Alfredo Palermo
Passada a euforia da vitória eleitoral no Brasil, Lula quis estender os rojões de outra festa: brilhou na Venezuela, dias atrás, para festejar ao lado de Hugo Chávez. Nosso presidente foi até a capital venezuelana para pedir votos destinados à reeleição de seu colega, o rumoroso Chávez. Toda a imprensa critica o gesto de nosso presidente, pois considera uma intervenção absurda essa interferência estrangeira em negócios típicos da soberania venezuelana. E o pior: Lula criticou no país andino a imprensa brasileira, sempre ciosa do respeito aos diretos fundamentais de outros países.

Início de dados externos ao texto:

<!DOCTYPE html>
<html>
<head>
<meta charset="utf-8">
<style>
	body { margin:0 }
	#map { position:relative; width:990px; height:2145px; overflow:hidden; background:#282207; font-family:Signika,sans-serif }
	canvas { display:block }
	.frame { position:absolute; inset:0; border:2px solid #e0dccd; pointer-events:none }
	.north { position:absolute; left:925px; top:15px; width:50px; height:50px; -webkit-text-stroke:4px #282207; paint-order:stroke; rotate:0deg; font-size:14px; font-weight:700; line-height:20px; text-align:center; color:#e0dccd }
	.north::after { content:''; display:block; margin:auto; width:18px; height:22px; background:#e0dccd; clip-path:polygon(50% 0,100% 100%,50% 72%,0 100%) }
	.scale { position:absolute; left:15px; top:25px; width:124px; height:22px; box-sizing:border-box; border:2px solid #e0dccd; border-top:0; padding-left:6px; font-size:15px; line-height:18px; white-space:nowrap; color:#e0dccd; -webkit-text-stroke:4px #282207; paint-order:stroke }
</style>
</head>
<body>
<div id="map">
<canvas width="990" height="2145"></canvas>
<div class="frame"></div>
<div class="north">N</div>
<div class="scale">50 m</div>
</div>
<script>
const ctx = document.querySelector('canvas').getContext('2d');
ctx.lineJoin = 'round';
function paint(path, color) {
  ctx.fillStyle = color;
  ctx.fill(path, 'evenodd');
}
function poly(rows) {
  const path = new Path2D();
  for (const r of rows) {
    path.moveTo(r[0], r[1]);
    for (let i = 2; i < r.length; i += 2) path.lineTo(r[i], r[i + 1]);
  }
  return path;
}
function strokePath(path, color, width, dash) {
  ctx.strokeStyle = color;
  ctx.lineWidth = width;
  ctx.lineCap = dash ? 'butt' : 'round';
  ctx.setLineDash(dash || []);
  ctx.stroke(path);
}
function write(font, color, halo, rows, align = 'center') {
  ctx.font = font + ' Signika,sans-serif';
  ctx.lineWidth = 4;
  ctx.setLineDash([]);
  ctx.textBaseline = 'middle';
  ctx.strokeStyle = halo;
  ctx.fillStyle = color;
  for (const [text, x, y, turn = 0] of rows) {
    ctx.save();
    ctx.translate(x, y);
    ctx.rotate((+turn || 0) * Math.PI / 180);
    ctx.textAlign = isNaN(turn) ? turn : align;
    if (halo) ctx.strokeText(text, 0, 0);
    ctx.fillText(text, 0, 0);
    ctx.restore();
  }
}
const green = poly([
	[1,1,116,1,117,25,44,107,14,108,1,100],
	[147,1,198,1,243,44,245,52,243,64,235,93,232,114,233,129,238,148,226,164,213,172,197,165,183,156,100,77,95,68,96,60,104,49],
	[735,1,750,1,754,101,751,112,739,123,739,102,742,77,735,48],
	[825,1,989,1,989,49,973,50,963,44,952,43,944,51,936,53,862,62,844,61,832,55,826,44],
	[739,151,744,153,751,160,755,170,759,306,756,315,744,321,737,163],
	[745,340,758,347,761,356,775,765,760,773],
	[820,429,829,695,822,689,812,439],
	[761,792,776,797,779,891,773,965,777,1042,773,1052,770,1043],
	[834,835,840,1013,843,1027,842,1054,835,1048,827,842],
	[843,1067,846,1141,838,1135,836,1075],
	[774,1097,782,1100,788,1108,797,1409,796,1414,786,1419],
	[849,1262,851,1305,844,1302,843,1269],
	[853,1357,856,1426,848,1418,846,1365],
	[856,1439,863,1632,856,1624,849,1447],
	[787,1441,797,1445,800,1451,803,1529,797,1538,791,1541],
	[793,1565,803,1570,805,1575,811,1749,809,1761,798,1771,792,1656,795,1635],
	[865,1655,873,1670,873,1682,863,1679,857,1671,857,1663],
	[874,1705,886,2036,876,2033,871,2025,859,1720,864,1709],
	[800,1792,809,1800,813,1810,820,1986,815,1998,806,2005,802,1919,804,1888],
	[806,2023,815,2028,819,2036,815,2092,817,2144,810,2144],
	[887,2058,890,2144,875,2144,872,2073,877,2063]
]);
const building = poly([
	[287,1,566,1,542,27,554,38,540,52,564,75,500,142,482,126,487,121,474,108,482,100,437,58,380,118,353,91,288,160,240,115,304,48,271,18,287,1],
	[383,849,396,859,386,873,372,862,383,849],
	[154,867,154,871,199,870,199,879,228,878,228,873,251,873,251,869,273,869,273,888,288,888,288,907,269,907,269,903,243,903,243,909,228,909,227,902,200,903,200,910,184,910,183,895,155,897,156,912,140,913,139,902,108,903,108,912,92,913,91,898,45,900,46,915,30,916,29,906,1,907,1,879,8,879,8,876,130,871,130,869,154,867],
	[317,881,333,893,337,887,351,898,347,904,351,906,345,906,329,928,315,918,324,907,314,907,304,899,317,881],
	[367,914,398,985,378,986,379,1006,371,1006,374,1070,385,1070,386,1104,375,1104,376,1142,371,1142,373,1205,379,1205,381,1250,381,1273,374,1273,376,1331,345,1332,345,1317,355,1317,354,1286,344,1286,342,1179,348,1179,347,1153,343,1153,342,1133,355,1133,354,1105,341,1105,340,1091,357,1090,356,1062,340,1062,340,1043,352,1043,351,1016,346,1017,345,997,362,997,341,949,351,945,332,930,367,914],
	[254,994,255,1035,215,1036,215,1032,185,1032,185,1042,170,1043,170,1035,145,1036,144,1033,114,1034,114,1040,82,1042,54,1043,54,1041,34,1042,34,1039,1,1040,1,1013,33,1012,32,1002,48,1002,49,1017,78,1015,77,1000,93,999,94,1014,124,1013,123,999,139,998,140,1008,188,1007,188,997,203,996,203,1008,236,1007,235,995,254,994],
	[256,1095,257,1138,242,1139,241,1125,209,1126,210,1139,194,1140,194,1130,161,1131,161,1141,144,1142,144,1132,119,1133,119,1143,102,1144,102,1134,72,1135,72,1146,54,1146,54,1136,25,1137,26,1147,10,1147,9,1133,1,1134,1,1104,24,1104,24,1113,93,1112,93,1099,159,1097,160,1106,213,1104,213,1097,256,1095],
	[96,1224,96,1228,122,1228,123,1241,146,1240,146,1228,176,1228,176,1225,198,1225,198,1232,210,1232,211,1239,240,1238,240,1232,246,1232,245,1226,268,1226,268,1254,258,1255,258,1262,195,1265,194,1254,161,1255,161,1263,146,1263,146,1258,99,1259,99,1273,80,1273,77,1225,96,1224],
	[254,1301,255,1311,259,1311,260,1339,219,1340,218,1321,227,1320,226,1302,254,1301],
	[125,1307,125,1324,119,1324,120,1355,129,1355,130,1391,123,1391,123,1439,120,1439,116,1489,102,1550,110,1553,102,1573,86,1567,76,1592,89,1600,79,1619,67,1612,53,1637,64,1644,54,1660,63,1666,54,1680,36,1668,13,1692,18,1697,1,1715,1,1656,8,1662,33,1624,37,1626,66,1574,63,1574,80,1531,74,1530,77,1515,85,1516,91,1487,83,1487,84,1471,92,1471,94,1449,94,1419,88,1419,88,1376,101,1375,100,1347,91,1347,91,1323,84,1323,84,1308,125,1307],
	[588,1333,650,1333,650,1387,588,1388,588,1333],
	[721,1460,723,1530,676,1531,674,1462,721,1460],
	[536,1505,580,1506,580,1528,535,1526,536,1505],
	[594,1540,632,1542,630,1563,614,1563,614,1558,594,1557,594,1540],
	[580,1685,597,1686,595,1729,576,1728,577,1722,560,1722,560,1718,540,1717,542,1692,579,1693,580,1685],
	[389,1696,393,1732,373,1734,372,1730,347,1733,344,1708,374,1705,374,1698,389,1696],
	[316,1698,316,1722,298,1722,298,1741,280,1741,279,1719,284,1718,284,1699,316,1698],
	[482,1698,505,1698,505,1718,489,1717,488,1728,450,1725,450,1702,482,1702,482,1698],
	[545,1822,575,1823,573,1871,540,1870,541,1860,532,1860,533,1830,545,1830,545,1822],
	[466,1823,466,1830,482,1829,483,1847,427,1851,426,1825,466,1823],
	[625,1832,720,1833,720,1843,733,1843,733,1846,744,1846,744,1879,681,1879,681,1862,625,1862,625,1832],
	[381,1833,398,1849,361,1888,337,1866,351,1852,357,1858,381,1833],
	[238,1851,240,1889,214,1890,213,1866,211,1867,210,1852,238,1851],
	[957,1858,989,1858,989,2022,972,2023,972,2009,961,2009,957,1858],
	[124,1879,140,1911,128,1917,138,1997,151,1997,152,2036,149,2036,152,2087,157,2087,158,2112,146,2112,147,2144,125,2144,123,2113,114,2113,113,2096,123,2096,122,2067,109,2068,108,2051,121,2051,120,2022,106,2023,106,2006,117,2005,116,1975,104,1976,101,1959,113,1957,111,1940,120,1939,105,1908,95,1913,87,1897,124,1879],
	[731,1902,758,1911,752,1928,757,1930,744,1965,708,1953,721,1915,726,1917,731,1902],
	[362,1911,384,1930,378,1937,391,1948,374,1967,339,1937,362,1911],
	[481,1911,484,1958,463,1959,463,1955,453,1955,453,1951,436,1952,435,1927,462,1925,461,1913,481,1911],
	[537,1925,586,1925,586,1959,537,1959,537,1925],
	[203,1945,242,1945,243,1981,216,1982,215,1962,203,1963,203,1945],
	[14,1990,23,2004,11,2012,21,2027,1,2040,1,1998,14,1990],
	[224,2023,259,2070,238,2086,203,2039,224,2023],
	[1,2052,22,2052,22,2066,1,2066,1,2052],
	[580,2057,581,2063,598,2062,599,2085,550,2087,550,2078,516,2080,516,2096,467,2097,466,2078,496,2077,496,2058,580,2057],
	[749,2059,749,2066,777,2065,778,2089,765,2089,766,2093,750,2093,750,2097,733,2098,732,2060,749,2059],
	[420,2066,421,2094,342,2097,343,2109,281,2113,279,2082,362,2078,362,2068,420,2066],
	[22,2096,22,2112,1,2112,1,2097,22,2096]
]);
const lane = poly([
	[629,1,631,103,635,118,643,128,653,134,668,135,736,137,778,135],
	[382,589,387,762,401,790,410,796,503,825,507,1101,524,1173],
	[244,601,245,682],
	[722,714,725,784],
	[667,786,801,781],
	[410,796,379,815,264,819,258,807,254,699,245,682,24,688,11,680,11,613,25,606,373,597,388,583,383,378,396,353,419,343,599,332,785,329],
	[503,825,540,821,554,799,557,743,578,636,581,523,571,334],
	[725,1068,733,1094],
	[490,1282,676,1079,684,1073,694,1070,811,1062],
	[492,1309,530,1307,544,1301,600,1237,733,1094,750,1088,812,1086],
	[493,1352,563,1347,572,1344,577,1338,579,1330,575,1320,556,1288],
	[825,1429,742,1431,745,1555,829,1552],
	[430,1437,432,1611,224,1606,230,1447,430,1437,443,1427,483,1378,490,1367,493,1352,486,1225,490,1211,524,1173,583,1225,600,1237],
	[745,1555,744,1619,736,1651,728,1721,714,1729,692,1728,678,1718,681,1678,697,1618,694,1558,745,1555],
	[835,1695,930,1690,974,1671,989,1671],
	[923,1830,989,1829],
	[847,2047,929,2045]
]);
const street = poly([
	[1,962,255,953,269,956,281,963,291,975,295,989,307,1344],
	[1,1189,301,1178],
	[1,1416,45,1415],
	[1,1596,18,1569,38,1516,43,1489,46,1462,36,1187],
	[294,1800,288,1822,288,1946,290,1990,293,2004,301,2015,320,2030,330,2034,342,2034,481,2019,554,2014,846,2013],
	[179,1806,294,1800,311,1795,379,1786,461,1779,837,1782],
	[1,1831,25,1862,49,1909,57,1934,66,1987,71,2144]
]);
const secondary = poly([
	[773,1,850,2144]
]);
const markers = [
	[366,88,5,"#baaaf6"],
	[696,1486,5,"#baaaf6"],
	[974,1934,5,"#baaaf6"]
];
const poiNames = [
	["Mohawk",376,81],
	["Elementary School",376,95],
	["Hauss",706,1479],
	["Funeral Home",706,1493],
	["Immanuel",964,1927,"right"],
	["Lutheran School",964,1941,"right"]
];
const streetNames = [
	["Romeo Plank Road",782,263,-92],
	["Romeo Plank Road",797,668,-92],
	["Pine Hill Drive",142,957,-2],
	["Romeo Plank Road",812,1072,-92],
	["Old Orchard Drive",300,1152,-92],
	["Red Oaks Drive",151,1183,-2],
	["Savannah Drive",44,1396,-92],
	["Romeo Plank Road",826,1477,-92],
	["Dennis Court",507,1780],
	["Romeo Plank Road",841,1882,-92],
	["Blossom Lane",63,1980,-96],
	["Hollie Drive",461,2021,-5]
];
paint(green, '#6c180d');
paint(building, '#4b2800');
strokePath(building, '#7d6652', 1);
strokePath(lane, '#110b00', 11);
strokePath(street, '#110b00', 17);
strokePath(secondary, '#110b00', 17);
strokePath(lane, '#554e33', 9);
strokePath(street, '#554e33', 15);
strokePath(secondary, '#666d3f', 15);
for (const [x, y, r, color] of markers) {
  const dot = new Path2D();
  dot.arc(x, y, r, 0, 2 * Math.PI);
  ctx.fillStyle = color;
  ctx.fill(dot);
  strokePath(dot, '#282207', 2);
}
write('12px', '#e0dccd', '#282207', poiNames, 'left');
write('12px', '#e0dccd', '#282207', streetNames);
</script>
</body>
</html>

No entanto, o passeio de Luiz Inácio Lula da Silva ignorou graves problemas de sua terra, neste final de ano em que a administração não se cansa de clamar por nossos problemas.
O problema que a imprensa vem apontando pela sua urgência de uma solução é, sem dúvida, o do transporte aéreo: cerca de 42% dos chamados em nossos três principais aeroportos sofrem por falta de vôos injustificável. E isso, apesar das ordens rigorosas que Lula deu às autoridades ligadas à regularidade dos serviços aéreos.
Por outro lado, o corte de verbas continua com sua política de reiteradas violências administrativas, onde se anulam esforços penosos: o governo determinou corte de R$ 3 bilhões de verbas destinadas ao Fundo Nacional de Ciência e Tecnologia para usá-las em atividades de cobertura de débitos.
Um estudo importante do Ipea (Instituto de Pesquisas Econômicas Aplicadas), órgão de pesquisas de São Paulo, acaba de revelar dados que devem abalar resultados de organismos oficiais: examinados pelo Ipea os profundos da economia nacional, os técnicos chegaram à penosa conclusão de que o crescimento do Brasil só será possível a partir de 2017.
Como reagirão os técnicos do governo?